**Stored data**
# # # #

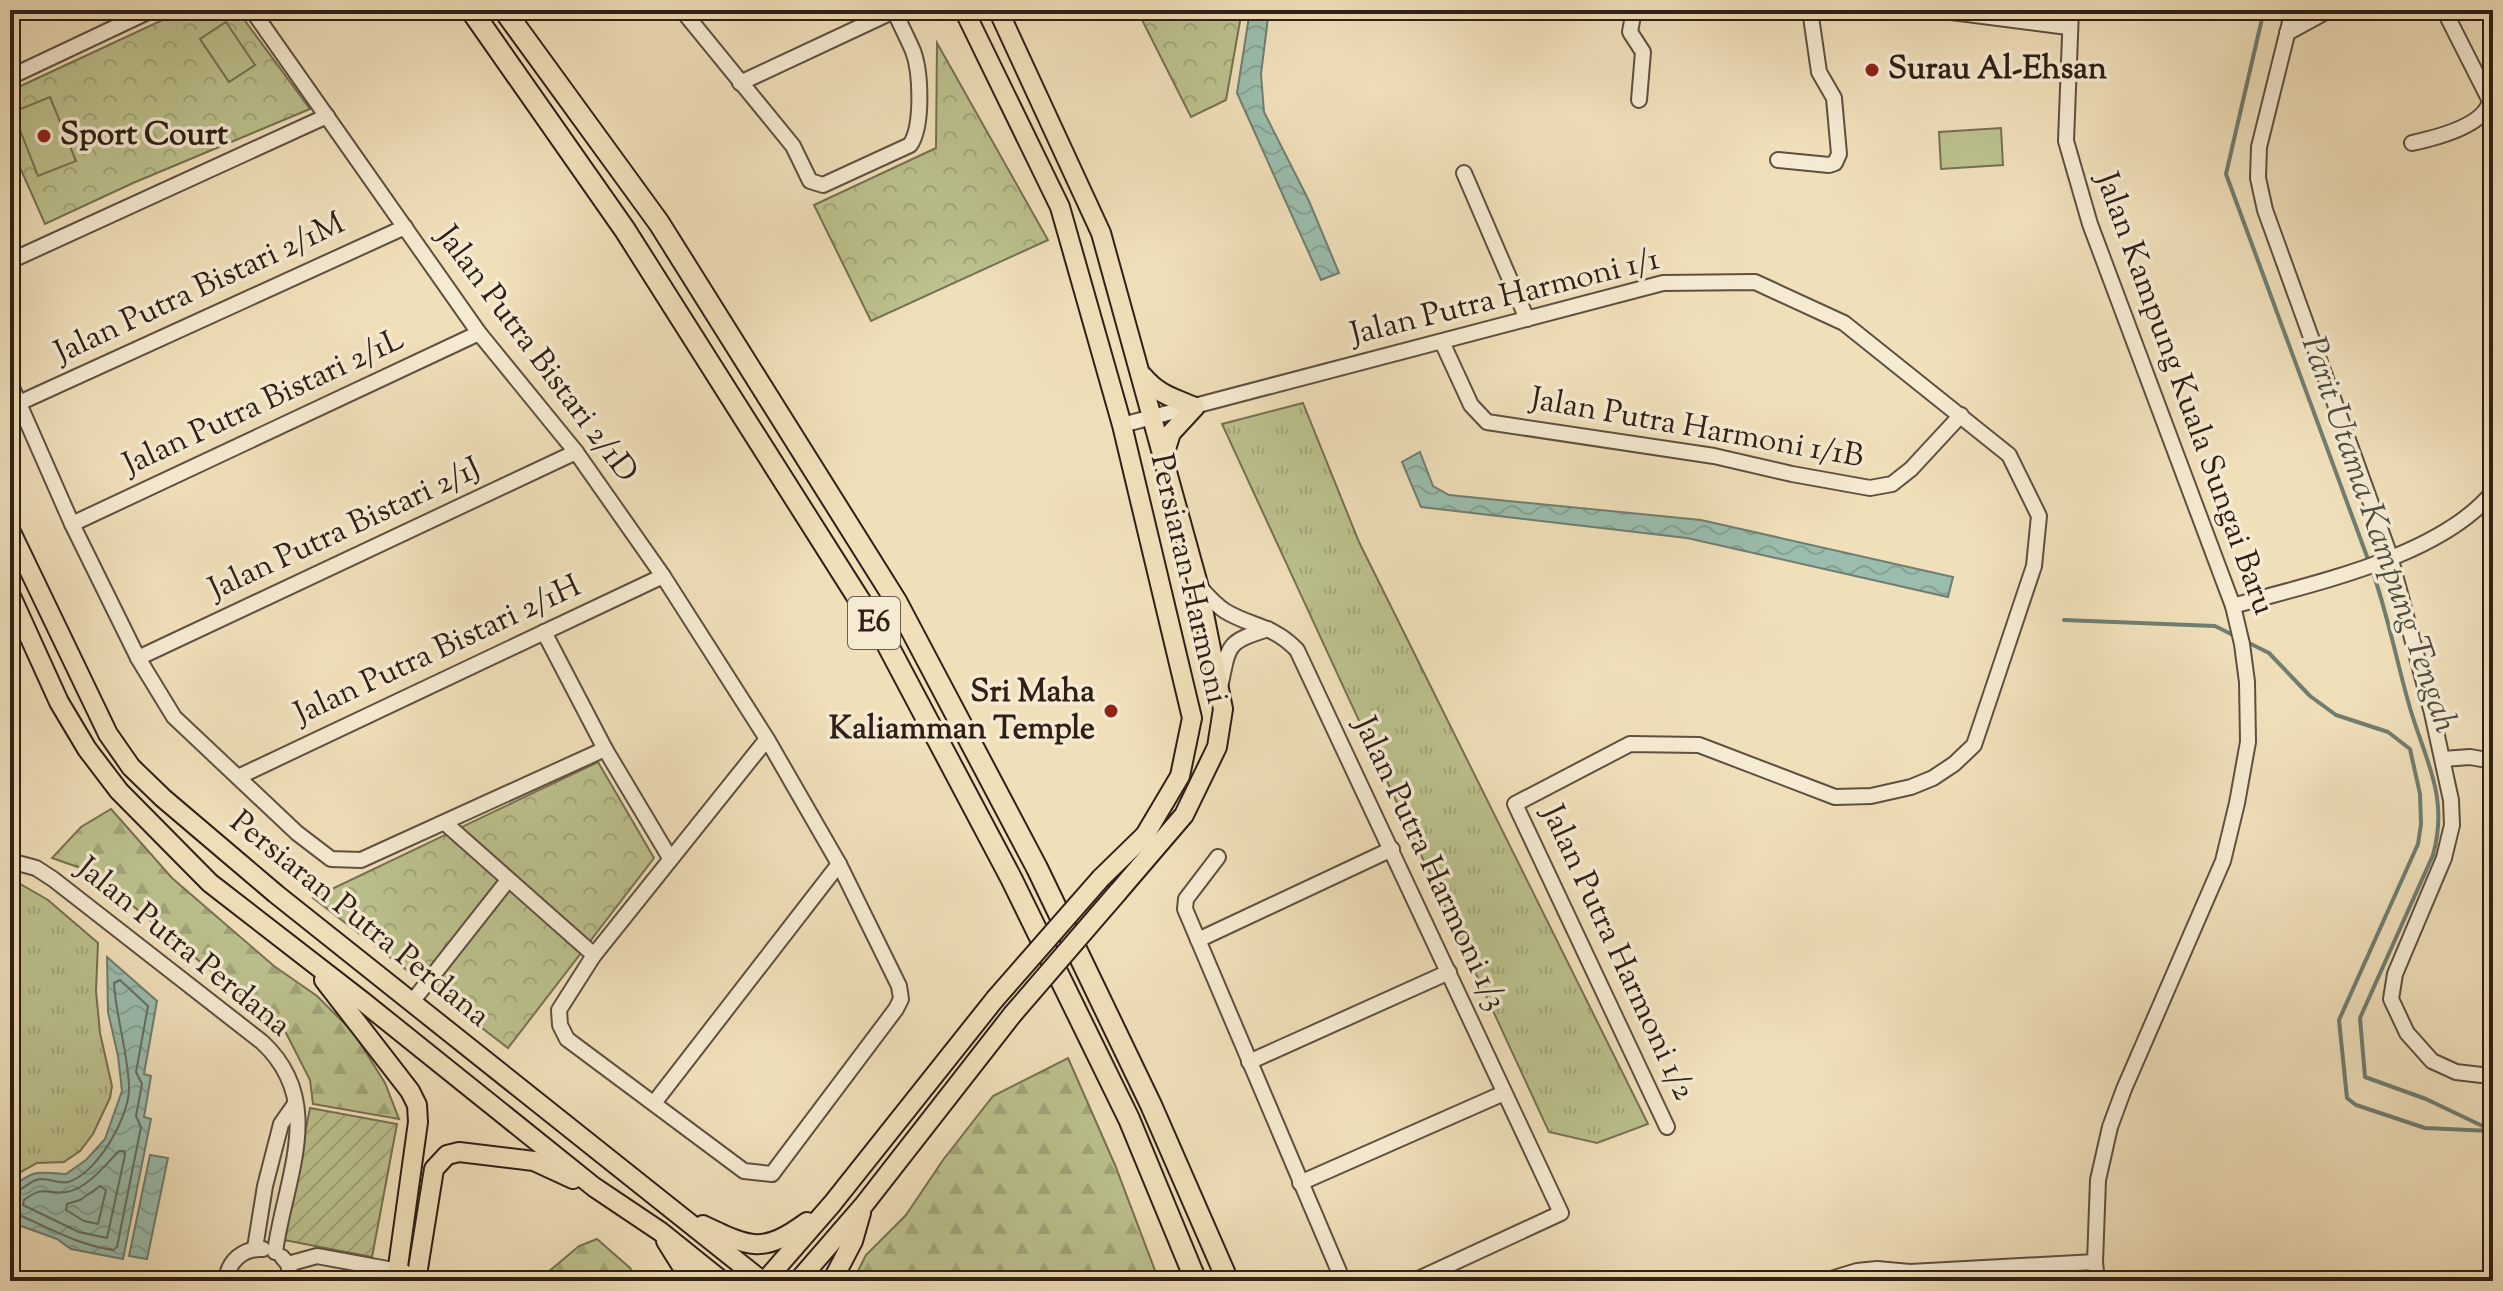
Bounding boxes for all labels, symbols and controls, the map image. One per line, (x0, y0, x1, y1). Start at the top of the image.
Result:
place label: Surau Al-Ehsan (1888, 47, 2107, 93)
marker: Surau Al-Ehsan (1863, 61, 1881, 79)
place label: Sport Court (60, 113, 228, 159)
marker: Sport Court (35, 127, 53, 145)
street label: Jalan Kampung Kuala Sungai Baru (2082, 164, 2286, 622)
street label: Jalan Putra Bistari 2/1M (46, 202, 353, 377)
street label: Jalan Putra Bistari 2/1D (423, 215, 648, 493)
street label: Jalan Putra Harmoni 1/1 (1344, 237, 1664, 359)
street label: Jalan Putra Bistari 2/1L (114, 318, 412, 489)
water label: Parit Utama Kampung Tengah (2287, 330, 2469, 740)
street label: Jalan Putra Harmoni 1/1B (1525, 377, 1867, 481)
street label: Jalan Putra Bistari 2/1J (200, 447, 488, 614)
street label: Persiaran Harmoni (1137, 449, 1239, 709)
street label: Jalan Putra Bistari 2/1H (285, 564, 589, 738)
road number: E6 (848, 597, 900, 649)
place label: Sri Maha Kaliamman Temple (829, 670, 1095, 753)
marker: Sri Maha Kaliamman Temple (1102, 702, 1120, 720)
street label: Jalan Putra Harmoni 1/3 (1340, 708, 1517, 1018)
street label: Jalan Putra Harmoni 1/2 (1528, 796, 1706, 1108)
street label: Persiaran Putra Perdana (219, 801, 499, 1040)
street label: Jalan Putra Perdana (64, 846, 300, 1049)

# # # #

**REQUIRED WORK**
Output each record above exactly; omit the images.

**EXERCISE SOLUTION**
Bounding boxes for all labels, symbols and controls, the map image. One per line, (x0, y0, x1, y1). Start at the top of the image.
Result:
place label: Surau Al-Ehsan (1888, 47, 2107, 93)
marker: Surau Al-Ehsan (1863, 61, 1881, 79)
place label: Sport Court (60, 113, 228, 159)
marker: Sport Court (35, 127, 53, 145)
street label: Jalan Kampung Kuala Sungai Baru (2082, 164, 2286, 622)
street label: Jalan Putra Bistari 2/1M (46, 202, 353, 377)
street label: Jalan Putra Bistari 2/1D (423, 215, 648, 493)
street label: Jalan Putra Harmoni 1/1 (1344, 237, 1664, 359)
street label: Jalan Putra Bistari 2/1L (114, 318, 412, 489)
water label: Parit Utama Kampung Tengah (2287, 330, 2469, 740)
street label: Jalan Putra Harmoni 1/1B (1525, 377, 1867, 481)
street label: Jalan Putra Bistari 2/1J (200, 447, 488, 614)
street label: Persiaran Harmoni (1137, 449, 1239, 709)
street label: Jalan Putra Bistari 2/1H (285, 564, 589, 738)
road number: E6 (848, 597, 900, 649)
place label: Sri Maha Kaliamman Temple (829, 670, 1095, 753)
marker: Sri Maha Kaliamman Temple (1102, 702, 1120, 720)
street label: Jalan Putra Harmoni 1/3 (1340, 708, 1517, 1018)
street label: Jalan Putra Harmoni 1/2 (1528, 796, 1706, 1108)
street label: Persiaran Putra Perdana (219, 801, 499, 1040)
street label: Jalan Putra Perdana (64, 846, 300, 1049)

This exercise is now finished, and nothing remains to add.